Si istri pun memulai ceritanya: Suatu hari seorang musafir mengalami kejadian buruk ditempat baik. Sengaja dia datang ke masjid guna menunaikan ibadah beribadah kepada Allah. Tak ada perbuatan buruk yang dilakukannya ditempat suci itu. Bahkan doa yang dipanjatkan kepada Allah SWT hanyalah yang berkaitan dengan kebaikan. Seusai shalat, musafir itu keluar dari masjid. Ternyata sandal satu-satunya hilang dari tempat semula. Semua orang di sana telah ditanyai, tapi tak seorang pun yang mengetahui ke mana raibnya. Masjid itu dia kelilingi. Setiap inci diperhatikan, siapa tahu sandal itu terselip atau terlempar jauh. Namun, segala upaya tak menghasilkan apa-apa, sandalnya raib digondol entah siapa.
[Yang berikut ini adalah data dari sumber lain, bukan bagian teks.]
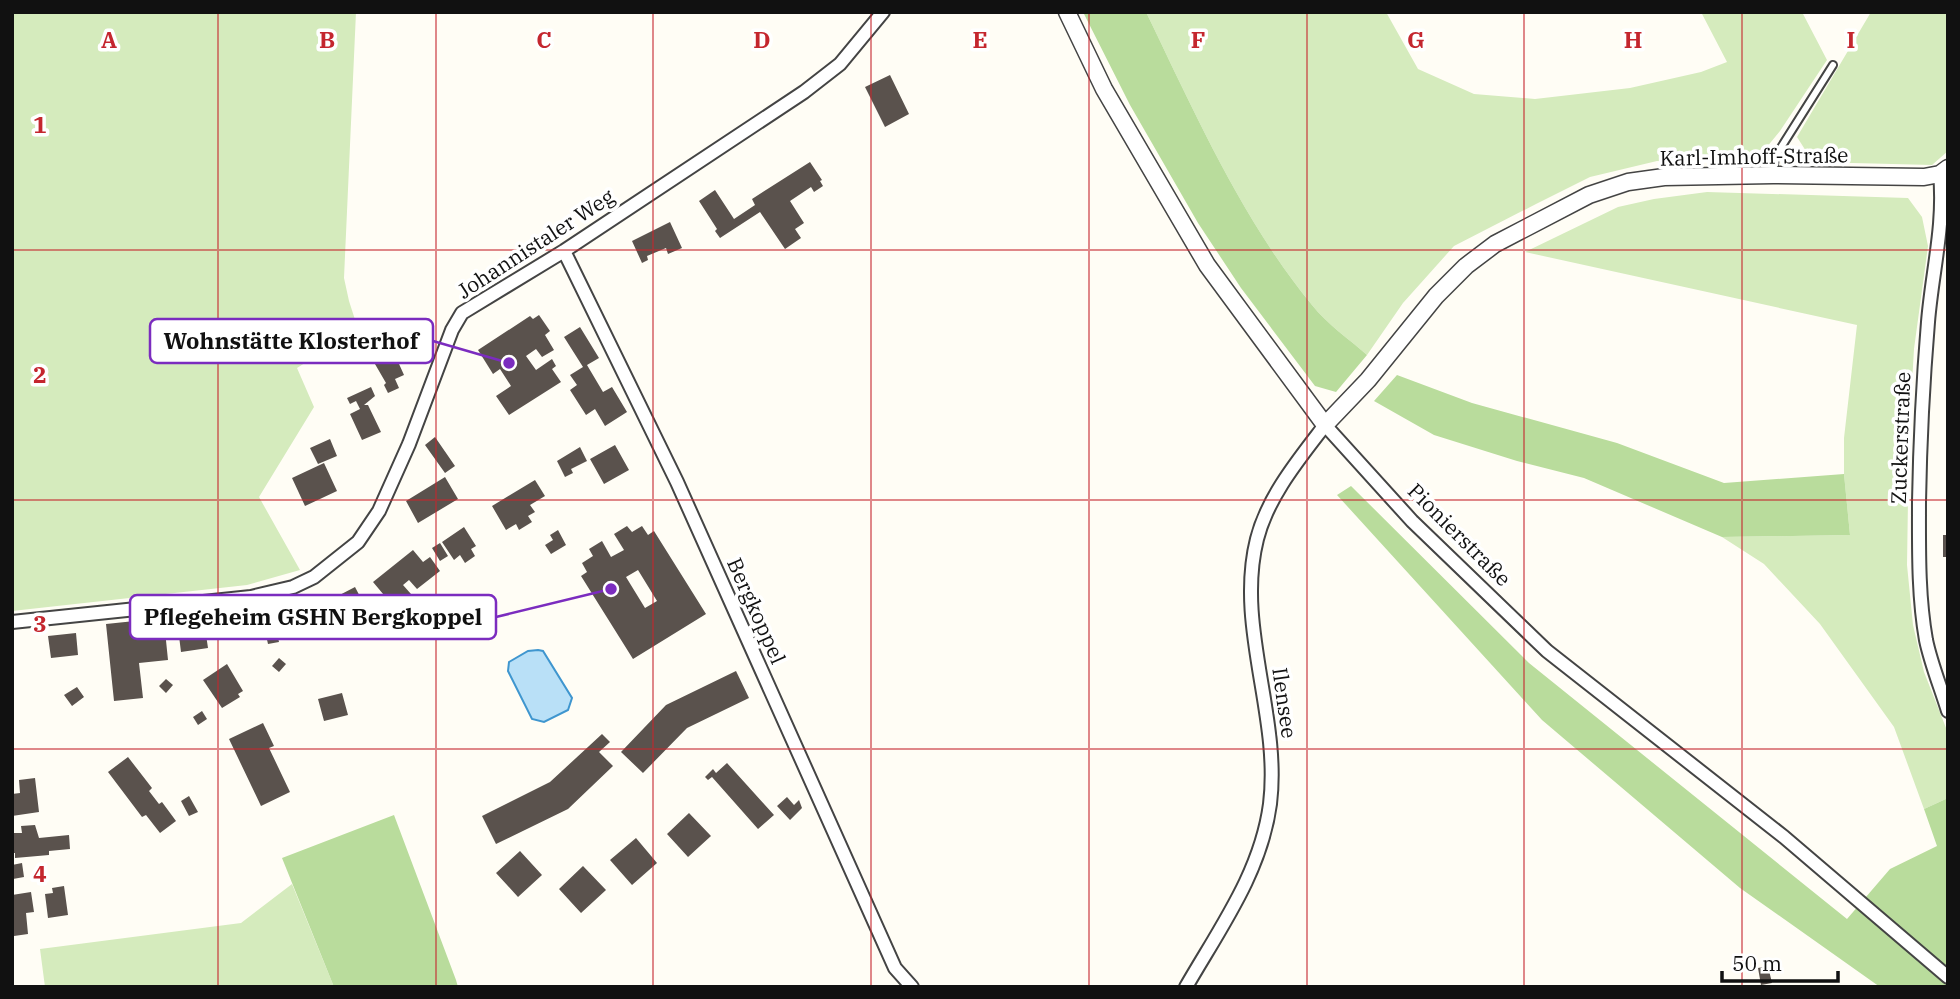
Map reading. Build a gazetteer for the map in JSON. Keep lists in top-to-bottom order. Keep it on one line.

Bagaimana dia akan melanjutkan perjalanan jauh tanpa alas kaki? Sementara itu, dia tak punya cukup uang untuk membeli sandal baru. Di zaman itu sandal adalah barang yang sangat mewah, hanya segelintir orang yang sanggup memilikinya. Musafir malang itu menangis tersedu-sedu dipelataran masjid. Kesedihannya amat mendalam hingga tak malu meneteskan air mata didepan umum. Namun, tidak seorang pun datang menghiburnya, sekadar bertanya penyebab kesedihannya. Dia betul-betul sendirian menghadapi masalahnya.
Tangisannya terhenti saat sesosok istimewa melintas dihadapannya. Orang itu tersenyum sangat indah hingga orang lain merasakan kedamaian. Senyuman itu bahkan menghentikan tangisan orang yang tengah bersedih. Hal yang mengagetkan, ternyata sosok yang menakjubkan itu tidak punya kaki sama sekali alias buntung. Musafir itu bergumam, “Dia yang kehilangan dua kaki saja masih bisa tersenyum bahagia. Dia bahagia dengan takdirnya. Sementara aku yang hanya kehilangan sandal malah berduka cita. Bukan cuma sandal yang hilang tapi juga kebahagiaanku.”
Istri itu menutup ceritanya dengan menyuguhkan segelas air putih. Suaminya berujar, “Ya, harusnya aku bersyukur cuma helm yang hilang, bukan kepalaku.
Ingat firman Alllah SWT.
“Apa yang di sisi kalian pasti akan lenyap, dan apa yang ada di sisi Allah pasti kekal.” (An-Nahl: 96)
“Harta dan anak-anak adalah perhiasan kehidupan dunia, tetapi amalan-amalan yang kekal lagi shalih adalah lebih baik pahalanya di sisi Rabbmu serta lebih baik untuk menjadi harapan.” (Al-Kahfi: 46)

SELESAI


Al-Balkhi dan Burung Pincang

by : tmt.m


Friday, February 09, 2018 7:11 AM
Alkisah, hiduplah pada zaman dahulu seorang yang terkenal dengan kesalehannya, bernama al-Balkhi. Ia mempunyai sahabat karib yang bernama Ibrahim bin Adham yang terkenal sangat zuhud. Orang sering memanggil Ibrahim bin Adham dengan panggilan Abu Ishak. Pada suatu hari, al-Balkhi berangkat ke negeri orang untuk berdagang. Sebelum berangkat, tidak ketinggalan ia berpamitan kepada sahabatnya itu. Namun belum lama al-Balkhi meninggalkan tempat itu, tiba-tiba ia datang lagi. Sahabatnya menjadi heran, mengapa ia pulang begitu cepat dari yang direncanakannya. Padahal negeri yang ditujunya sangat jauh lokasinya. Ibrahim bin Adham yang saat itu berada di masjid langsung bertanya kepada alBalkhi, sahabatnya. "Wahai al-Balkhi sahabatku, mengapa engkau pulang begitu cepat?" "Dalam perjalanan", jawab al-Balkhi, "Aku melihat suatu keanehan, sehingga aku memutuskan untuk segera membatalkan perjalanan".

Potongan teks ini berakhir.